Daniel Stanley Tan; Jonathan Hans Soeseno; Kai-Lung Hua

doi:10.1109/TCYB.2021.3071172

Controllable and Identity-Aware Facial Attribute Transformation

IEEE Trans Cybern. 2022 Jun;52(6):4825-4836. doi: 10.1109/TCYB.2021.3071172. Epub 2022 Jun 16.

Authors

Daniel Stanley Tan, Jonathan Hans Soeseno, Kai-Lung Hua

PMID: 34043518
DOI: 10.1109/TCYB.2021.3071172

Abstract

Modifying facial attributes without the paired dataset proves to be a challenging task. Previously, approaches either required supervision from a ground-truth transformed image or required training a separate model for mapping every pair of attributes. These limit the scalability of the models to accommodate a larger set of attributes since the number of models that we need to train grows exponentially large. Another major drawback of the previous approaches is the unintentional gain of the identity of the person as they transform the facial attributes.

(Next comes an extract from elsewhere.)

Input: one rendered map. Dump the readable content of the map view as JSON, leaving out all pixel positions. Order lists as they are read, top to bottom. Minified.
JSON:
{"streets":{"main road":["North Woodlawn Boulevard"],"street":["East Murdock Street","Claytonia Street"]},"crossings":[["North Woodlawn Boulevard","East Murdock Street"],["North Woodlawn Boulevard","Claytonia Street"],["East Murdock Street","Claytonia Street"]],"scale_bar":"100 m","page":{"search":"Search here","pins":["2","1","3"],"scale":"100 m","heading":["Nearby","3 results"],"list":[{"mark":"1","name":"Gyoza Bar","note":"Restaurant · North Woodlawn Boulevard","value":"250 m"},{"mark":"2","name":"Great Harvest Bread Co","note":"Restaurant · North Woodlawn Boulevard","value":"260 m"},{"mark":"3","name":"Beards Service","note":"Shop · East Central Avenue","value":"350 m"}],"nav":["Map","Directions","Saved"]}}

We propose a method that allows for controllable and identity-aware transformations across multiple facial attributes using only a single model. Our approach is to train a generative adversarial network (GAN) with a multitask conditional discriminator that recognizes the identity of the face, distinguishes real images from fake, as well as identifies facial attributes present in an image. This guides the generator into producing an output that is realistic while preserving the person's identity and facial attributes. Through this framework, our model also learns meaningful image representations in a lower dimensional latent space and semantically associate separate parts of the encoded vector with both the person's identity and facial attributes. This opens up the possibility of generating new faces and other transformations such as making the face thinner or chubbier. Furthermore, our model only encodes the image once and allows for multiple transformations using the encoded vector. This allows for faster transformations since it does not need to reprocess the entire image for every transformation. We show the effectiveness of our proposed method through both qualitative and quantitative evaluations, such as ablative studies, visual inspection, and face verification. Competitive results are achieved compared to the main competition (CycleGAN), however, at great space and extensibility gain by using a single model.